*WORK ITEM*
Go through the data below and copy each line where the word "absolute" occurs.

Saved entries
____________________

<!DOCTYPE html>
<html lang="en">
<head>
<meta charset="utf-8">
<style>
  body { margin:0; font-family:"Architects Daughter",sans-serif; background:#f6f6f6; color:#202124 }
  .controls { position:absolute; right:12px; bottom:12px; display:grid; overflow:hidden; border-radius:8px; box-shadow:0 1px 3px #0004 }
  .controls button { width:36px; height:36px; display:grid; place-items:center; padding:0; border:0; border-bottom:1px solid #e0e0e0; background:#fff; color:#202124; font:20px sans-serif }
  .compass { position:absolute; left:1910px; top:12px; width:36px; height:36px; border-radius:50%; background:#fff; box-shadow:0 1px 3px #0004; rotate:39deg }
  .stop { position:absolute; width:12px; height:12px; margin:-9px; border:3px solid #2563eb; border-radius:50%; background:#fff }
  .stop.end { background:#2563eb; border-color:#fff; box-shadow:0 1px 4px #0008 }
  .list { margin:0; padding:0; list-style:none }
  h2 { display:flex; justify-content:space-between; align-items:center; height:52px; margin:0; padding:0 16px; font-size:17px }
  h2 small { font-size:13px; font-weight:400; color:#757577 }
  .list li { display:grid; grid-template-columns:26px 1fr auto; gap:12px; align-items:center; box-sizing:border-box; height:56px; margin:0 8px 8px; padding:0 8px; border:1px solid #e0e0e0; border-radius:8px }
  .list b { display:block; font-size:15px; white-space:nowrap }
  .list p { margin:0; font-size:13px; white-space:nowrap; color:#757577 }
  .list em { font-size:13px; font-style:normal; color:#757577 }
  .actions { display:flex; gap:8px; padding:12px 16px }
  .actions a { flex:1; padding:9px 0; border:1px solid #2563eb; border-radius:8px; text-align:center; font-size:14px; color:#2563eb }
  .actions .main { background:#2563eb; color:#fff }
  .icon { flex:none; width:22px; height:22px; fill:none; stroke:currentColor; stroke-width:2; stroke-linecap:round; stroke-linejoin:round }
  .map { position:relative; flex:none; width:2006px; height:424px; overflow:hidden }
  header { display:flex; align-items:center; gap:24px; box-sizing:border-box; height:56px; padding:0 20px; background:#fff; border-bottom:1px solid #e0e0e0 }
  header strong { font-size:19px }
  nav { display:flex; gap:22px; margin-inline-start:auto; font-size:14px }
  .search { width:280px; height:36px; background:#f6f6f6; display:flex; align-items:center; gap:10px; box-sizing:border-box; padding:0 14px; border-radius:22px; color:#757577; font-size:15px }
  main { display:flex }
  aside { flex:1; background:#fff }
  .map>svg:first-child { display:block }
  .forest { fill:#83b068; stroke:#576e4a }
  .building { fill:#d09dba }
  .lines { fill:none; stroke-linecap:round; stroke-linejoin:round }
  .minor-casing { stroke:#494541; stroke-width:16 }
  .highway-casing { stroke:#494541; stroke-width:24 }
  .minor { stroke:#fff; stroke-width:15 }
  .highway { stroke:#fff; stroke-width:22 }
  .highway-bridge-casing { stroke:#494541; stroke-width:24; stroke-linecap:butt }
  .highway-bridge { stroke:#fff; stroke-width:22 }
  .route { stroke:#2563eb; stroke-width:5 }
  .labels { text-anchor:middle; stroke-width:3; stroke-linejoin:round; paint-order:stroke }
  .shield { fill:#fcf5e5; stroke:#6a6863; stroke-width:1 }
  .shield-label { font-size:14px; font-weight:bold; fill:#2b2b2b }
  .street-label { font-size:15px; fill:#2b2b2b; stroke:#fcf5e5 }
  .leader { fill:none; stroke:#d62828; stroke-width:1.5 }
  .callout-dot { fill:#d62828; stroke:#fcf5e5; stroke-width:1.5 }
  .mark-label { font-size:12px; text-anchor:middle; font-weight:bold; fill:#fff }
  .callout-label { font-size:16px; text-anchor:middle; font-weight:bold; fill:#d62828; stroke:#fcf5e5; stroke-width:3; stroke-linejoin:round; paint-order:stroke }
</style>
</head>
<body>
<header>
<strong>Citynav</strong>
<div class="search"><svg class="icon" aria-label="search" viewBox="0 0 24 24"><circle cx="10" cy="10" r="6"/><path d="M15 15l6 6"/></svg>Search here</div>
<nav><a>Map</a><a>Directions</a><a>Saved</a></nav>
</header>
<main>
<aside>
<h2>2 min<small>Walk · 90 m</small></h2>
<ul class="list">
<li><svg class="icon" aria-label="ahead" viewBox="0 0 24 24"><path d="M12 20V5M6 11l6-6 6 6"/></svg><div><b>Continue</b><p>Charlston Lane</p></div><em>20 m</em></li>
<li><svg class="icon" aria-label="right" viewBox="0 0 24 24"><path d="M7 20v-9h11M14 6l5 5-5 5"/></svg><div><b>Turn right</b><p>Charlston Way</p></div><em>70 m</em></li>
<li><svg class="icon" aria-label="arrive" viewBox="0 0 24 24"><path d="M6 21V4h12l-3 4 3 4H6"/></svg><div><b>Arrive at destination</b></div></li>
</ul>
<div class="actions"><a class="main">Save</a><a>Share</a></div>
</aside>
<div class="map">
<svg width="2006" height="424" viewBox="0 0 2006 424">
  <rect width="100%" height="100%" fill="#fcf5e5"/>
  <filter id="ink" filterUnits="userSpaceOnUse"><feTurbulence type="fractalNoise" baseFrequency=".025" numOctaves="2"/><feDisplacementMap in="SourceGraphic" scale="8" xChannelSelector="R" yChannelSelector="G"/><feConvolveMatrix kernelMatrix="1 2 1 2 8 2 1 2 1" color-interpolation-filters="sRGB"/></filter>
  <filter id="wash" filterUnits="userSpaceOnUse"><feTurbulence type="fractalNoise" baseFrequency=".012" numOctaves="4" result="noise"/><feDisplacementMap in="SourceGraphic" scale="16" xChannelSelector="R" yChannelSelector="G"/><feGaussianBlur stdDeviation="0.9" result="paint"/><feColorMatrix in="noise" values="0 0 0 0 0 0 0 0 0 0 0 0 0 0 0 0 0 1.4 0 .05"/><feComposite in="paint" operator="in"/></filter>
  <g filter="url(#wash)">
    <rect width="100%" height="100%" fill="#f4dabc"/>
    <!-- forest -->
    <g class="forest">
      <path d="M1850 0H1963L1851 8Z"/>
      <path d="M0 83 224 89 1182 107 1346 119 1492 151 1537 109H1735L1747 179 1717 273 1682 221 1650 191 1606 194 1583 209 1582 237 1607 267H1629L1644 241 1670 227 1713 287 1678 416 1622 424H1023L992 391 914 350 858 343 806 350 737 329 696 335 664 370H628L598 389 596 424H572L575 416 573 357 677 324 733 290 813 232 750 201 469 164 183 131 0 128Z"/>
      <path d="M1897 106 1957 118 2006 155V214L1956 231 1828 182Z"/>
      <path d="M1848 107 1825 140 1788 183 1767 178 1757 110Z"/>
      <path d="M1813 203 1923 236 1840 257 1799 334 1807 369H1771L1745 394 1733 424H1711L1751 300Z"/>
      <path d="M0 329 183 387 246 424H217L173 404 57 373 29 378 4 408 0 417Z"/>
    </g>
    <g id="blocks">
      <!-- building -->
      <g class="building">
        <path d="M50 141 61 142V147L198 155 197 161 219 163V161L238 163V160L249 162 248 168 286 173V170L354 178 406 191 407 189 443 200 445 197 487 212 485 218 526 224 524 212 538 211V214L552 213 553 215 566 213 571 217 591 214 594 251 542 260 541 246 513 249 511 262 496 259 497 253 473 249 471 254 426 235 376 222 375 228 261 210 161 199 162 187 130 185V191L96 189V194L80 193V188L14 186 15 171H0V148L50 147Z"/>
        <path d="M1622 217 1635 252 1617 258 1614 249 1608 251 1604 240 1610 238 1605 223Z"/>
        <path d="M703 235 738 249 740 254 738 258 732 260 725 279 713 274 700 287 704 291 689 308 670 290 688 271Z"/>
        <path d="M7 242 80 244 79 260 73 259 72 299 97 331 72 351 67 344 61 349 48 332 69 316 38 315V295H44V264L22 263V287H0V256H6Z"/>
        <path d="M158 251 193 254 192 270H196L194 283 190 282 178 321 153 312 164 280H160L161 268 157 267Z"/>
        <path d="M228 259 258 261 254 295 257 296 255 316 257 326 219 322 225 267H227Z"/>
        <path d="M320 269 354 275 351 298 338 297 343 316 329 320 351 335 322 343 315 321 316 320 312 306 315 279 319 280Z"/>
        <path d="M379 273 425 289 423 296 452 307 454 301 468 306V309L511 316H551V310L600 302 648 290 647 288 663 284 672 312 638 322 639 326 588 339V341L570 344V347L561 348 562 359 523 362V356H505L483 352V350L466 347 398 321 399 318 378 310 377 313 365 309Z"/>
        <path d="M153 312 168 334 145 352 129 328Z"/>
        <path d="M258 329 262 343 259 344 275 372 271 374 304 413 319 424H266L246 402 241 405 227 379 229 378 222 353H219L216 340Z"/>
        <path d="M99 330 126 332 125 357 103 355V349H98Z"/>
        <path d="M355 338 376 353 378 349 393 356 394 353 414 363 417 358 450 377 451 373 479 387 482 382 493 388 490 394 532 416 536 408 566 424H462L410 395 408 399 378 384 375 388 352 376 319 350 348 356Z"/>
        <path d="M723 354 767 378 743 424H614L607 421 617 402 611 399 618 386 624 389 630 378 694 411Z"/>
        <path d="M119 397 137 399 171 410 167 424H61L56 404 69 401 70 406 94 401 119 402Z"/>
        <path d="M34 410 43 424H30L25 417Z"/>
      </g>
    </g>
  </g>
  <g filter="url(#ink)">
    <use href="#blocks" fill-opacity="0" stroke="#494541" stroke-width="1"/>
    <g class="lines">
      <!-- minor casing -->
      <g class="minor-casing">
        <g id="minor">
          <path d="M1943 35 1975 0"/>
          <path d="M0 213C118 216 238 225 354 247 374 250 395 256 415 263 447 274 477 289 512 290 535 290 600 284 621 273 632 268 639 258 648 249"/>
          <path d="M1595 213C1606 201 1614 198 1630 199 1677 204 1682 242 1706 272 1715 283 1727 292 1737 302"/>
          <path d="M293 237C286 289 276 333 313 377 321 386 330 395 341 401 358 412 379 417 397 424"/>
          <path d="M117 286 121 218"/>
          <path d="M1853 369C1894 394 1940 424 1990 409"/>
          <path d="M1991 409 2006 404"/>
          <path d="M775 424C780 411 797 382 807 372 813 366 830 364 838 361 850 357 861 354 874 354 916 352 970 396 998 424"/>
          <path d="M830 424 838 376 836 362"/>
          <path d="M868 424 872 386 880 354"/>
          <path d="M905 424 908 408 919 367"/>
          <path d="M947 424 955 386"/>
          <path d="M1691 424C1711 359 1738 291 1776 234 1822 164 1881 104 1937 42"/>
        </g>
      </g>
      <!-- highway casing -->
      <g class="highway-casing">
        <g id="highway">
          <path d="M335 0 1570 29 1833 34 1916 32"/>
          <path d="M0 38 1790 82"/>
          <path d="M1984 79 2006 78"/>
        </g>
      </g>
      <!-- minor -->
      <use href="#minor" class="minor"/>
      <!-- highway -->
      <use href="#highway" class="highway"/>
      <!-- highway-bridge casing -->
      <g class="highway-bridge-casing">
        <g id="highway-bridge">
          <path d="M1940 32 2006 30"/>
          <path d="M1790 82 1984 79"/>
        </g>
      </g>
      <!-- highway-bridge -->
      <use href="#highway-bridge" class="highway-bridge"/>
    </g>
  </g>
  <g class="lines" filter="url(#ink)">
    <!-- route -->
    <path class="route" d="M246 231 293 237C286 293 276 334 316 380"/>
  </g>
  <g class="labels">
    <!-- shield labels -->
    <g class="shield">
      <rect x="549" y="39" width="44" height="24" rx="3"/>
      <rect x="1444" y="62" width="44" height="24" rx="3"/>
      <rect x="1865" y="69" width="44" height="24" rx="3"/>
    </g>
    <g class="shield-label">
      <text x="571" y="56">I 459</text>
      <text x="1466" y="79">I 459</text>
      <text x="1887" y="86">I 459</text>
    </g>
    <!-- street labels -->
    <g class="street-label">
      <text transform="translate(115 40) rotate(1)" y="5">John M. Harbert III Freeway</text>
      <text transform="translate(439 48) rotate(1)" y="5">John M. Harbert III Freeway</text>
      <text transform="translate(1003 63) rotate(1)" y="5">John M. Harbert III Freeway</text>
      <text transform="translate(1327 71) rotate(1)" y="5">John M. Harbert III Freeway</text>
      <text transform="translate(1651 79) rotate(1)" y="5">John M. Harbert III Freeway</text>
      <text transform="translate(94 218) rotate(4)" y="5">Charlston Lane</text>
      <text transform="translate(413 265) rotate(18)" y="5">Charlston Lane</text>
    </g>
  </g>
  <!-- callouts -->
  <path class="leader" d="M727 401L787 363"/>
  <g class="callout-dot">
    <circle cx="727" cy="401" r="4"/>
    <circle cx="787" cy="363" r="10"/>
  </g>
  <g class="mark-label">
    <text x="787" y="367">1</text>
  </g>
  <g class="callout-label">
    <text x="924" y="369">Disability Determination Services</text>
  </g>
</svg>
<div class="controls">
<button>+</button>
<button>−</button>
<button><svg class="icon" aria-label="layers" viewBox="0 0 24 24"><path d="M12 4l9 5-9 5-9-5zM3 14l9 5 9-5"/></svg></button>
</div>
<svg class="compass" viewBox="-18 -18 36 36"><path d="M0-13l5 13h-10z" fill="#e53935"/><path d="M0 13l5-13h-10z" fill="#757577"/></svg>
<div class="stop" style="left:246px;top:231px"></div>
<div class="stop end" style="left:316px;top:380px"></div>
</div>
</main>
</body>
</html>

____________________

*TASK RESULT*
  .controls { position:absolute; right:12px; bottom:12px; display:grid; overflow:hidden; border-radius:8px; box-shadow:0 1px 3px #0004 }
  .compass { position:absolute; left:1910px; top:12px; width:36px; height:36px; border-radius:50%; background:#fff; box-shadow:0 1px 3px #0004; rotate:39deg }
  .stop { position:absolute; width:12px; height:12px; margin:-9px; border:3px solid #2563eb; border-radius:50%; background:#fff }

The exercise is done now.